Because of Daylight Savings Time, some of you probably feel like you got up an hour early today. Some of you may be here and not even know it because you are not awake yet!

I’ve told this little story before, but I’m going to tell it again because it helps to make a point I want to make later.

A scientifically-minded kid one time tried to figure out what happened when the sun went down in the evening. Day after day he asked himself, “Now, where does the sun go? It comes up in the east, goes down in the west, and comes up again in the east. Something strange is going on.” He became so curious, he decided to watch the sun go down to see what happened.

So he did. It was a nice warm evening and he sat outside watching the sun go down in the western sky. It got dark. The stars came out. He waited all night. And finally, it dawned on him!

Most of you know that I take humor seriously. I enjoy funny stories, jokes, and words with double meanings. In fact, for a while when I was teaching in college, I taught a whole course on humor. It was the funniest thing I ever did.

In order to appreciate words with double meanings, you need to be able to hold two different ideas in your mind at the same time. Words with double meanings can be funny, of course, but they don’t have to be. Sometimes they carry a serious message, as they often do in the book of John. That is especially true in the story of Nicodemus.

Today, I want to focus on three of those words because they are so important to our understanding of the gospel. But keep in mind that, in spite of the double meanings and ambiguities in John 3, there is nothing uncertain about the message of this chapter. As we study the story of Nicodemus and his encounter with Jesus, one thing remains crystal clear: until the truth of Jesus dawns on us, we remain in the dark.

So who was Nicodemus? Verse 1 says that he was a Pharisee. Regardless of what you have heard about the Pharisees, they were some of the best people who ever lived. They had high moral and religious standards, and they tried to live by them. These were men who took a vow to obey every law of God as perfectly as they could. To them, God’s law was the most sacred thing in the world and the first five books of the OT contained it. (William Barclay)
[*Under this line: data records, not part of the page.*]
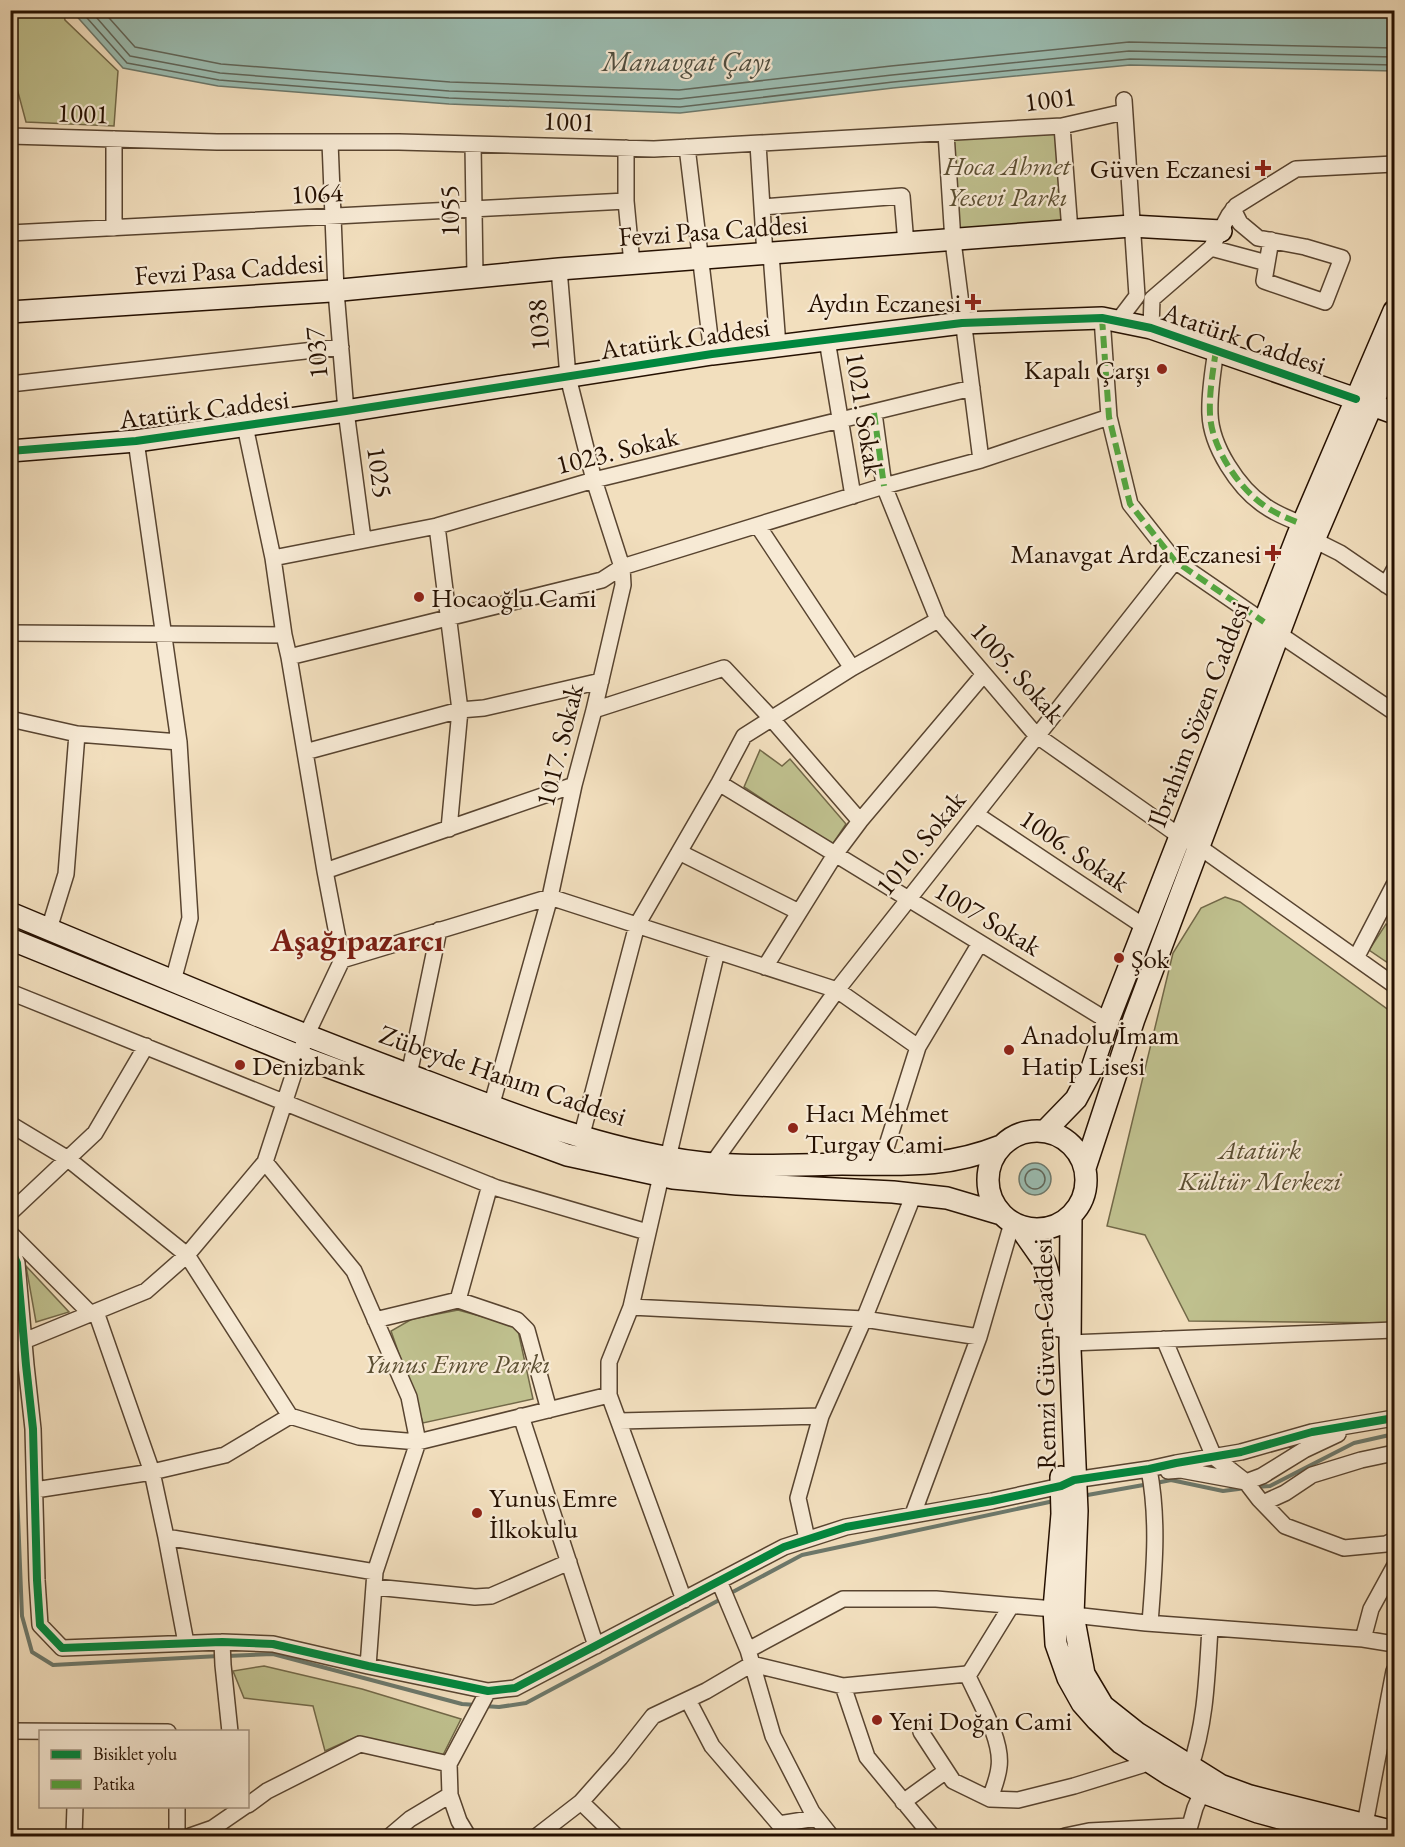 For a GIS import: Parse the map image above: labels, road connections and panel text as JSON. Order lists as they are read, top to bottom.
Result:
{
  "streets": {
    "main road": [
      "Fevzi Pasa Caddesi",
      "Atatürk Caddesi",
      "Ibrahim Sözen Caddesi",
      "Zübeyde Hanım Caddesi",
      "Remzi Güven Caddesi"
    ],
    "street": [
      "1001",
      "1064",
      "1055",
      "1038",
      "1037",
      "1021. Sokak",
      "1023. Sokak",
      "1025",
      "1005. Sokak",
      "1017. Sokak",
      "1010. Sokak",
      "1006. Sokak",
      "1007 Sokak"
    ]
  },
  "crossings": [
    ["1001", "1055"],
    ["1001", "Fevzi Pasa Caddesi"],
    ["1001", "1037"],
    ["1064", "1055"],
    ["1064", "1037"],
    ["1055", "Fevzi Pasa Caddesi"],
    ["Fevzi Pasa Caddesi", "1038"],
    ["Fevzi Pasa Caddesi", "1037"],
    ["1038", "Atatürk Caddesi"],
    ["1038", "1017. Sokak"],
    ["Atatürk Caddesi", "1037"],
    ["Atatürk Caddesi", "1021. Sokak"],
    ["Atatürk Caddesi", "1025"],
    ["Atatürk Caddesi", "Ibrahim Sözen Caddesi"],
    ["Atatürk Caddesi", "1017. Sokak"],
    ["1037", "1025"],
    ["1021. Sokak", "1023. Sokak"],
    ["1023. Sokak", "1025"],
    ["1023. Sokak", "1005. Sokak"],
    ["1023. Sokak", "1017. Sokak"],
    ["1005. Sokak", "Ibrahim Sözen Caddesi"],
    ["1005. Sokak", "1010. Sokak"],
    ["Ibrahim Sözen Caddesi", "1006. Sokak"],
    ["Ibrahim Sözen Caddesi", "1007 Sokak"],
    ["Ibrahim Sözen Caddesi", "Zübeyde Hanım Caddesi"],
    ["Ibrahim Sözen Caddesi", "Remzi Güven Caddesi"],
    ["1017. Sokak", "Zübeyde Hanım Caddesi"],
    ["1010. Sokak", "1006. Sokak"],
    ["1010. Sokak", "1007 Sokak"],
    ["1010. Sokak", "Zübeyde Hanım Caddesi"],
    ["Zübeyde Hanım Caddesi", "Remzi Güven Caddesi"]
  ],
  "districts": ["Aşağıpazarcı"],
  "water": ["Manavgat Çayı"],
  "parks": ["Hoca Ahmet Yesevi Parkı", "Atatürk Kültür Merkezi", "Yunus Emre Parkı"],
  "places": {
    "health": ["Güven Eczanesi", "Aydın Eczanesi", "Manavgat Arda Eczanesi"],
    "other": [
      "Kapalı Çarşı",
      "Hocaoğlu Cami",
      "Şok",
      "Anadolu İmam Hatip Lisesi",
      "Denizbank",
      "Hacı Mehmet Turgay Cami",
      "Yunus Emre İlkokulu",
      "Yeni Doğan Cami"
    ]
  },
  "legend": ["Bisiklet yolu", "Patika"]
} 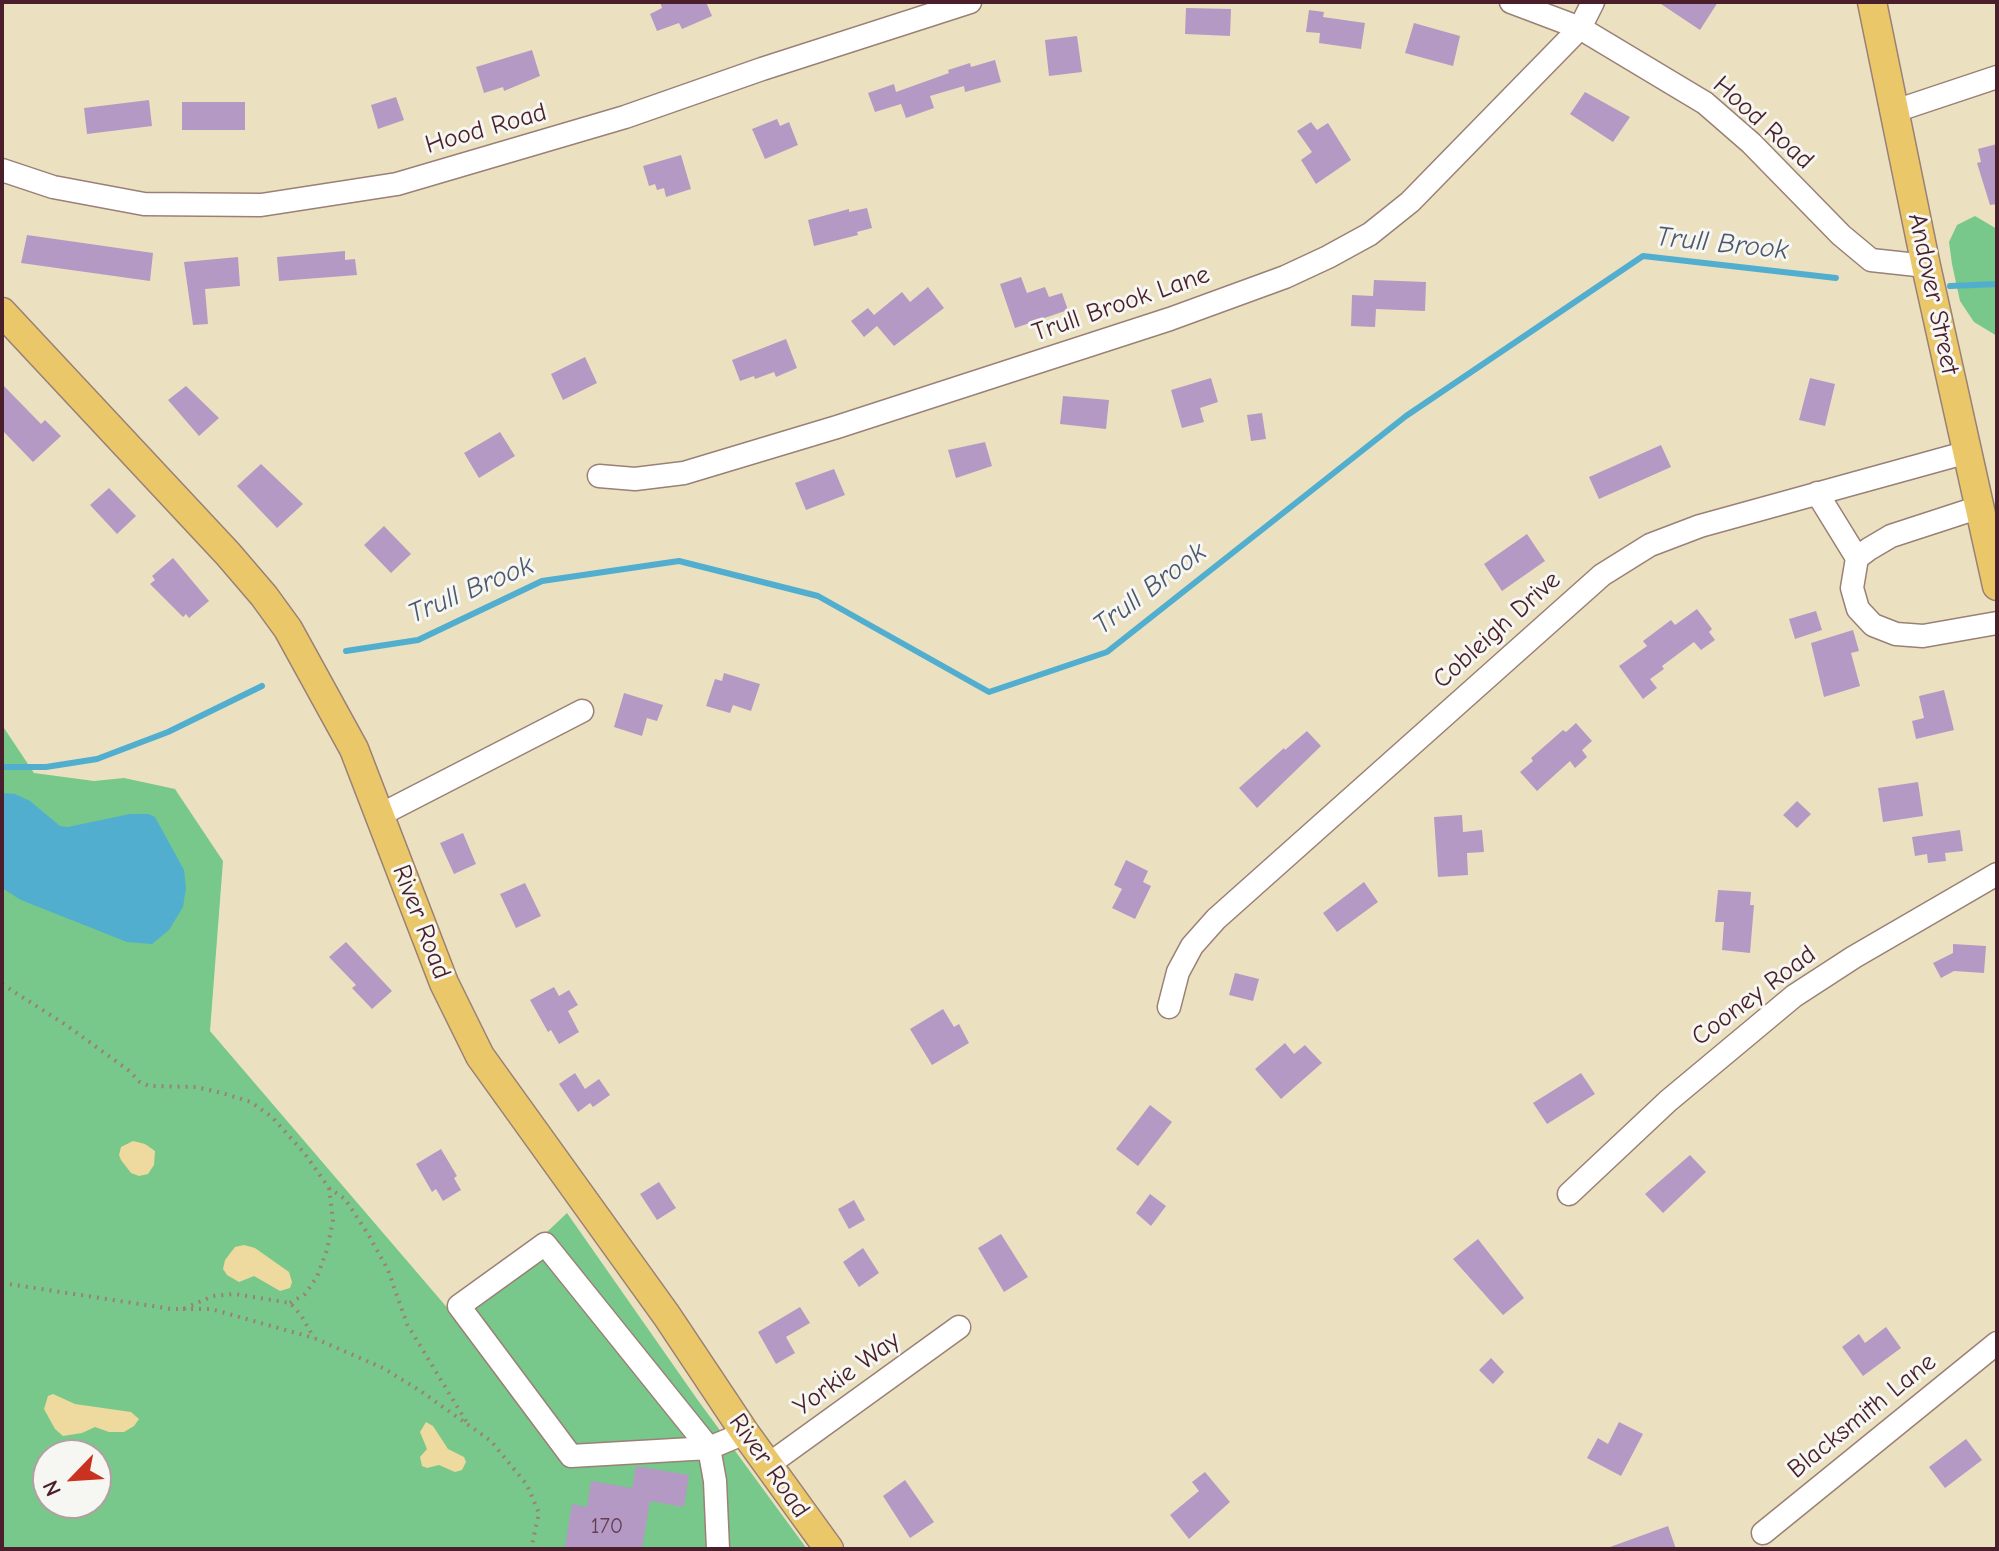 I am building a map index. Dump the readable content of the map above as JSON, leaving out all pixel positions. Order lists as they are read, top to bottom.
{
  "streets": {
    "main road": ["Andover Street", "River Road"],
    "street": [
      "Hood Road",
      "Trull Brook Lane",
      "Cobleigh Drive",
      "Cooney Road",
      "Yorkie Way",
      "Blacksmith Lane"
    ]
  },
  "crossings": [
    ["Hood Road", "Andover Street"],
    ["Hood Road", "Trull Brook Lane"],
    ["Andover Street", "Cobleigh Drive"],
    ["River Road", "Yorkie Way"]
  ],
  "water": ["Trull Brook"],
  "house_numbers": ["170"],
  "north": "bottom left"
}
According to Wm. Barclay, their reasoning went something like this: “God’s law tells us everything we need to know about how to live the way God wants us to live, so in the law we should be able to find a regulation for every possible situation.” So they set about trying to obey God’s law down to the very last detail, resulting in some ridiculous behaviors. For example, the fourth commandment (Ex. 20:8) says to keep the Sabbath holy and to do no work on that day.

How do you define work? They had lots of rules. For example, tying a knot in a rope was work, especially if it required two hands. But, if you could tie the knot with one hand, it was not work. And that is just the beginning. For the Pharisees, real religion meant following all the rules. They thought following strict rules like that was pleasing to God.

So here was Nicodemus, one of these upright men, trying to obey every sentence of the law. He thought he understood what God expected. But then he started to watch the Son of God rise into prominence because of his teachings and his miracles. Nicodemus had probably heard about the wedding in Cana we examined last week, in which Jesus transformed something common into something wonderful. He may have seen with his own eyes the passion with which Jesus chased those dishonest money changers out of the temple. God seemed to be doing something and he couldn’t understand it.

I don’t know if any of you have tried to live like Nicodemus, carefully following all the rules, doing this and not doing that, thinking that was the way to please God. There was a time when I came close. But when you hear Jesus say that you can’t enter the kingdom of God unless your righteousness exceeds that of the Pharisees (Mt. 5:20), you realize you are doomed. How could you do better than these people who spent their entire lives trying to obey every detail of God’s law? The fact is, until the truth of Jesus dawns on us, we remain in the dark.